Dataset entries:
**********
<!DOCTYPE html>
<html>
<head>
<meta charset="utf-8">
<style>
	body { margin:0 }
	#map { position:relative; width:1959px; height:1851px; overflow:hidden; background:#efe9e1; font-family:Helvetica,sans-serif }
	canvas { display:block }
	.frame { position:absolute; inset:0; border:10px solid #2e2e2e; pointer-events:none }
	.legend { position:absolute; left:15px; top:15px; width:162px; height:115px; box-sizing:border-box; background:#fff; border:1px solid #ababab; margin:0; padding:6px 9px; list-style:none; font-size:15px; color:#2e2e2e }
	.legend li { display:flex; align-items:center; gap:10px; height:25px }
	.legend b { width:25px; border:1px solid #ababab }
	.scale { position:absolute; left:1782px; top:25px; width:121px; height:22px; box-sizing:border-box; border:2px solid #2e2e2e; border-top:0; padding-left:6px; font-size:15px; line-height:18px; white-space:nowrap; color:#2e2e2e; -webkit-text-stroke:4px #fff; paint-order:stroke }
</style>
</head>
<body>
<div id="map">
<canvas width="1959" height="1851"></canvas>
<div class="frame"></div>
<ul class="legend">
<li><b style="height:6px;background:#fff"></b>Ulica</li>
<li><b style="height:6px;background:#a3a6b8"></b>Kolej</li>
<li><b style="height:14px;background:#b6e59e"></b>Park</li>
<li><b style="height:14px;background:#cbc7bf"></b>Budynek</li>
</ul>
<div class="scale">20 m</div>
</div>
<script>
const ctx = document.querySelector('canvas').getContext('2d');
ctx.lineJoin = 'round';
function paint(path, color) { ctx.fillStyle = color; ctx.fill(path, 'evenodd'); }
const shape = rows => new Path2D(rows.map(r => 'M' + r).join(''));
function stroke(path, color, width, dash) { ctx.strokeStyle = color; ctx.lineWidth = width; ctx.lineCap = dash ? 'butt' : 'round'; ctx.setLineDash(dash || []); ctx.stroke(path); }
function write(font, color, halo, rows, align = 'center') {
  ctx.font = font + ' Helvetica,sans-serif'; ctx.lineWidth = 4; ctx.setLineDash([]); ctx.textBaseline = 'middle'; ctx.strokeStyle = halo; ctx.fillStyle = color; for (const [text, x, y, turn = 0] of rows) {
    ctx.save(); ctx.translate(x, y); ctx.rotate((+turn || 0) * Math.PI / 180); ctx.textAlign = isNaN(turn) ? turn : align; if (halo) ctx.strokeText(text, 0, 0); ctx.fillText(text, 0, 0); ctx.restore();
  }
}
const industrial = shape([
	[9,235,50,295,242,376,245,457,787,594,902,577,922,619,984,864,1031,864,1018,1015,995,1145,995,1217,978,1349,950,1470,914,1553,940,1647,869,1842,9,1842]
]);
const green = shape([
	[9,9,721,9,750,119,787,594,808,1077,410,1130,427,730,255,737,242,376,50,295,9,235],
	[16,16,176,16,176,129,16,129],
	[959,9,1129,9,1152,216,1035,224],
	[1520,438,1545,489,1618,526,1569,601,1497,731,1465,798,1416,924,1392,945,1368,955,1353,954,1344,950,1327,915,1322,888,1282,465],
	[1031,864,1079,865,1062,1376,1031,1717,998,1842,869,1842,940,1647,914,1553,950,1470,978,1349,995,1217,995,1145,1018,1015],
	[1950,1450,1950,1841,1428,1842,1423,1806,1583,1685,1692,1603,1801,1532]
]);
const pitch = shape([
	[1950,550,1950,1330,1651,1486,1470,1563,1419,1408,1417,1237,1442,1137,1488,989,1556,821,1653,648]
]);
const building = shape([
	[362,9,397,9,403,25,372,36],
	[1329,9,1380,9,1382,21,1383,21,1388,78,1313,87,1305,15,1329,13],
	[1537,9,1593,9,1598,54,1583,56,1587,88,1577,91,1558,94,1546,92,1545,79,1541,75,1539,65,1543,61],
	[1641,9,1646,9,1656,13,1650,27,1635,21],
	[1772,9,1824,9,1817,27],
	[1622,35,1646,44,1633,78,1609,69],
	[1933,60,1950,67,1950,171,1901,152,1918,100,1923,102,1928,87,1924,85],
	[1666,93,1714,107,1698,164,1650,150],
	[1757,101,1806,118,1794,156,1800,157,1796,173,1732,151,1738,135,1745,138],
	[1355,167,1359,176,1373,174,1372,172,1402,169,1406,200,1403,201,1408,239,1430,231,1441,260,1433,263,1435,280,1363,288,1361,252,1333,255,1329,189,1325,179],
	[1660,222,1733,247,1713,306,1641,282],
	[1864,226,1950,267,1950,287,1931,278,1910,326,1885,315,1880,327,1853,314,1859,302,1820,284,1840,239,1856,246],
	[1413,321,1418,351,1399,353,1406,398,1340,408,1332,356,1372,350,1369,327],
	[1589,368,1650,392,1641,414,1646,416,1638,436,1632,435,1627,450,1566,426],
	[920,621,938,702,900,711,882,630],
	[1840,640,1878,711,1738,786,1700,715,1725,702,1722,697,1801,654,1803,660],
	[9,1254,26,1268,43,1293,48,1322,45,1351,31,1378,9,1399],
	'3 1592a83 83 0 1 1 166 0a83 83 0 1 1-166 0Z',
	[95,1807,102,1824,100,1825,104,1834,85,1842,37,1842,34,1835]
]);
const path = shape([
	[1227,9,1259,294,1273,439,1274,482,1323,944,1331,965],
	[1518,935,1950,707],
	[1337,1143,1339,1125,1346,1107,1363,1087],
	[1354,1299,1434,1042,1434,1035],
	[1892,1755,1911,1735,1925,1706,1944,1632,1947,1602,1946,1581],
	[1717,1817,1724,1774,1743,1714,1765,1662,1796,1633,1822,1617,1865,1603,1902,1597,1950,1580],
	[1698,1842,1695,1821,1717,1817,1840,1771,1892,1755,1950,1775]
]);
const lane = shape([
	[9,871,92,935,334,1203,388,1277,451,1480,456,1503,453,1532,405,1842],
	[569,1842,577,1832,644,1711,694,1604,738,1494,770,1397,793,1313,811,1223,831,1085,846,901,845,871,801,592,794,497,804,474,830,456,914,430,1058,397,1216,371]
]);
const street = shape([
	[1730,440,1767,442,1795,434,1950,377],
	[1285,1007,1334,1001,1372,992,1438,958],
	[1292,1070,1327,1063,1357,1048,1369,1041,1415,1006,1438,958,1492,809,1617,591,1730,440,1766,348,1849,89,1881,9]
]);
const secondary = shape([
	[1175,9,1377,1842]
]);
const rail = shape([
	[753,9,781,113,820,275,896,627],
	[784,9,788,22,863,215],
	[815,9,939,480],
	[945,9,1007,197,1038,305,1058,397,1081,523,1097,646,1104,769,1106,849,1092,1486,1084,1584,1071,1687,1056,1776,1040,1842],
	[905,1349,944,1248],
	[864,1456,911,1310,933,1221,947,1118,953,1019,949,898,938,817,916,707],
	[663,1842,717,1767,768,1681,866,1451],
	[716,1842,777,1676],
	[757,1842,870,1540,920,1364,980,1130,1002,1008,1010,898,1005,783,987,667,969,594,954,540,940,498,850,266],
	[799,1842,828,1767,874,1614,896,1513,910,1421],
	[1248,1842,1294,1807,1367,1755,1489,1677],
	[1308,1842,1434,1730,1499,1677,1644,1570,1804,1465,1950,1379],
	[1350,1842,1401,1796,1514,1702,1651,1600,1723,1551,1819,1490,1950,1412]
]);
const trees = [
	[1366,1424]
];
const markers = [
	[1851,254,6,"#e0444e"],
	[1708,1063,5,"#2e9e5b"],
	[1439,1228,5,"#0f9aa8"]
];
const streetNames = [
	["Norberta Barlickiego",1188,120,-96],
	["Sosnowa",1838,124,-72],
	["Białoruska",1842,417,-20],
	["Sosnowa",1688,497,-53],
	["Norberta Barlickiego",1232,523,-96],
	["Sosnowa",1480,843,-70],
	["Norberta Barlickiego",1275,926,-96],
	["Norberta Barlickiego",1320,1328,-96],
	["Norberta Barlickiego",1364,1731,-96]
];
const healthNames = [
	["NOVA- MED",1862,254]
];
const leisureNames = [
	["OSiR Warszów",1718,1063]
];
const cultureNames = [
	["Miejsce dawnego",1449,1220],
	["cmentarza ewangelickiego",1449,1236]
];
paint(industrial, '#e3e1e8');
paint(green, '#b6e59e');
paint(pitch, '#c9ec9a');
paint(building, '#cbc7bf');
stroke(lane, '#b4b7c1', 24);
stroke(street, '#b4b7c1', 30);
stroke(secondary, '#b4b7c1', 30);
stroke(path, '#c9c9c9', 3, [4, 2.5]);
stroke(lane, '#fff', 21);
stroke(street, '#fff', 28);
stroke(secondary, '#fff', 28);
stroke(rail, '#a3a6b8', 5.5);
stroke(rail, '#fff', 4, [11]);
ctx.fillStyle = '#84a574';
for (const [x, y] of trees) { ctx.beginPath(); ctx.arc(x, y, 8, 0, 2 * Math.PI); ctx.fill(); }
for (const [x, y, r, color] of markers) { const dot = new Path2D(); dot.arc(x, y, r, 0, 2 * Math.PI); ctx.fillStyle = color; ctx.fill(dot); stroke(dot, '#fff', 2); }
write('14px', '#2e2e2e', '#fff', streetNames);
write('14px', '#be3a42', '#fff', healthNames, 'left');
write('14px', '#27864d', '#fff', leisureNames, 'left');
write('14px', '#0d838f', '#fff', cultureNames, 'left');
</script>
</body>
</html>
**********
## What is being asked
Check each line of the records above for the word "lineWidth", then give the number of lines that have it, with no other words.

## Response for this exercise
2